(Task details)
Copy the data below exactly, but not the pictures it contains.

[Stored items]
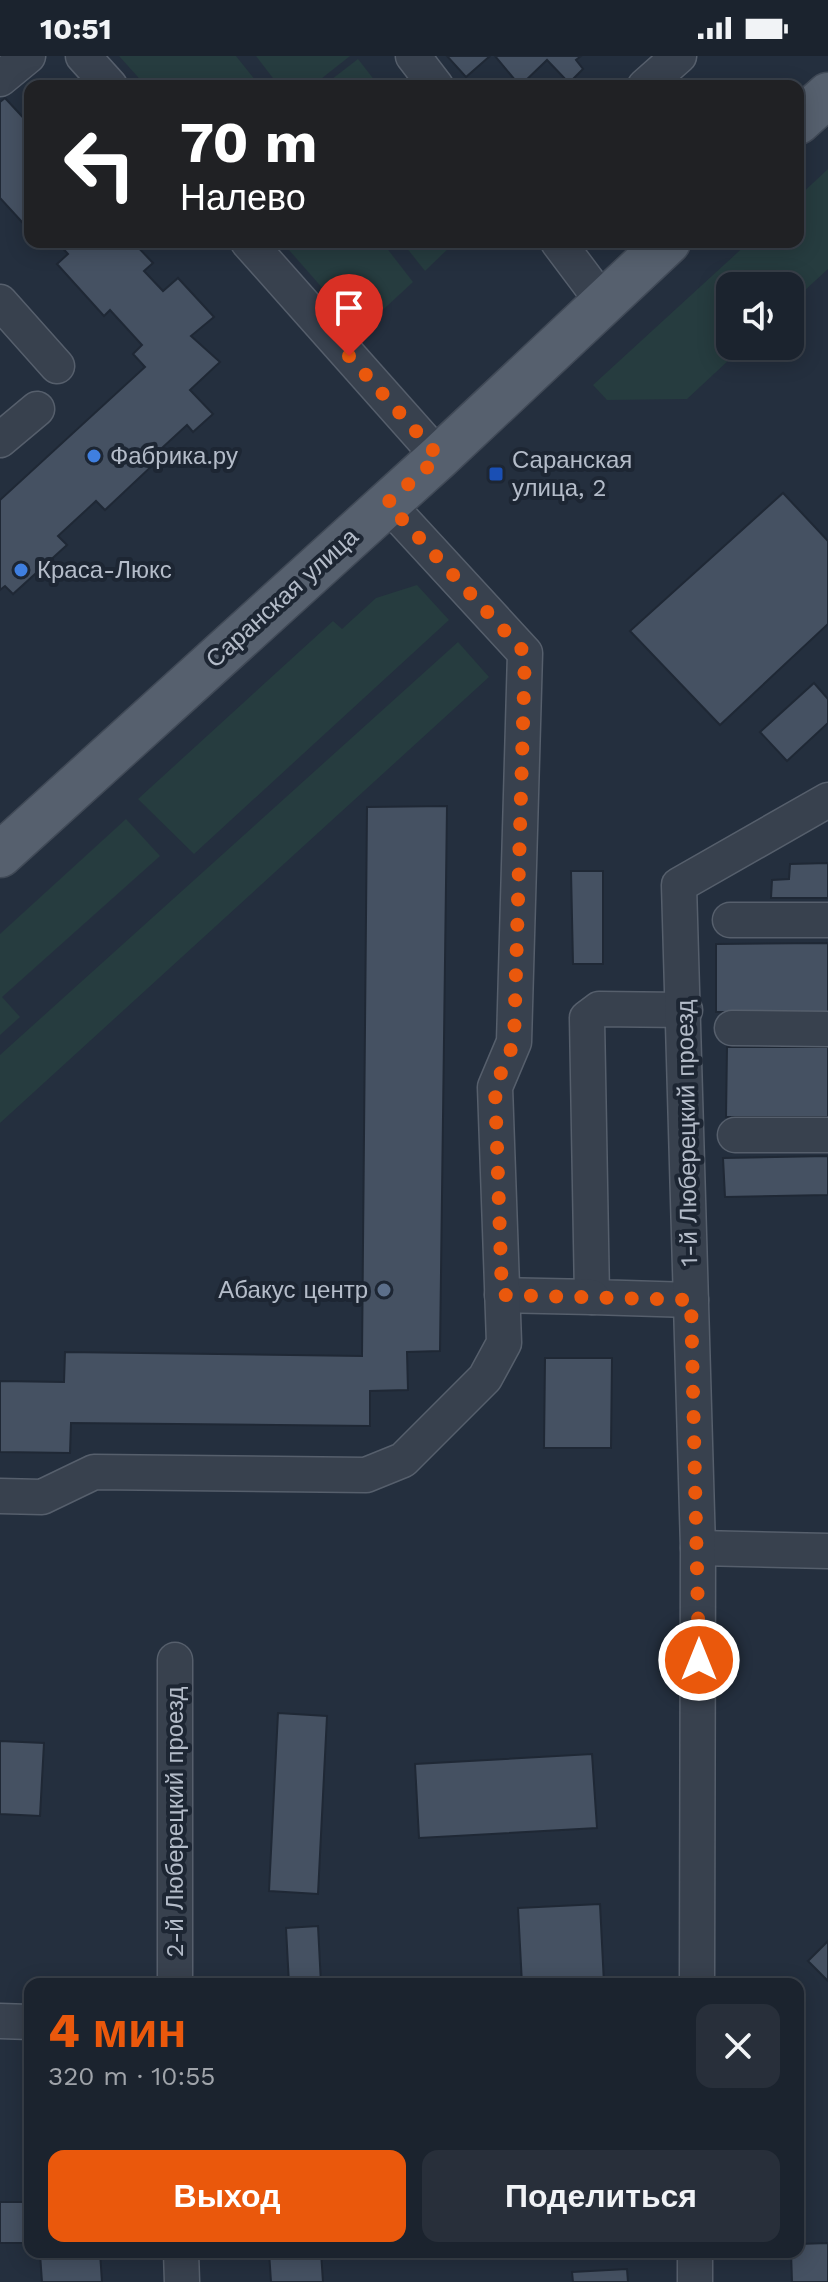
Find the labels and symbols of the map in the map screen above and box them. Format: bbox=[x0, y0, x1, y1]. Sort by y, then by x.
pin bbox=[315, 274, 383, 356]
place label: Фабрика.ру bbox=[110, 442, 238, 470]
place label: Саранская улица, 2 bbox=[512, 446, 632, 502]
marker: Фабрика.ру bbox=[85, 447, 103, 465]
marker: Саранская улица, 2 bbox=[487, 465, 505, 483]
street label: Саранская улица bbox=[200, 522, 364, 673]
place label: Краса-Люкс bbox=[37, 556, 172, 584]
marker: Краса-Люкс bbox=[12, 561, 30, 579]
street label: 1-й Люберецкий проезд bbox=[671, 999, 703, 1267]
place label: Абакус центр bbox=[218, 1276, 368, 1304]
marker: Абакус центр bbox=[375, 1281, 393, 1299]
position arrow bbox=[657, 1618, 741, 1702]
street label: 2-й Люберецкий проезд bbox=[161, 1687, 189, 1957]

(Output below)
Find the labels and symbols of the map in the map screen above and box them. Format: bbox=[x0, y0, x1, y1]. Sort by y, then by x.
pin bbox=[315, 274, 383, 356]
place label: Фабрика.ру bbox=[110, 442, 238, 470]
place label: Саранская улица, 2 bbox=[512, 446, 632, 502]
marker: Фабрика.ру bbox=[85, 447, 103, 465]
marker: Саранская улица, 2 bbox=[487, 465, 505, 483]
street label: Саранская улица bbox=[200, 522, 364, 673]
place label: Краса-Люкс bbox=[37, 556, 172, 584]
marker: Краса-Люкс bbox=[12, 561, 30, 579]
street label: 1-й Люберецкий проезд bbox=[671, 999, 703, 1267]
place label: Абакус центр bbox=[218, 1276, 368, 1304]
marker: Абакус центр bbox=[375, 1281, 393, 1299]
position arrow bbox=[657, 1618, 741, 1702]
street label: 2-й Люберецкий проезд bbox=[161, 1687, 189, 1957]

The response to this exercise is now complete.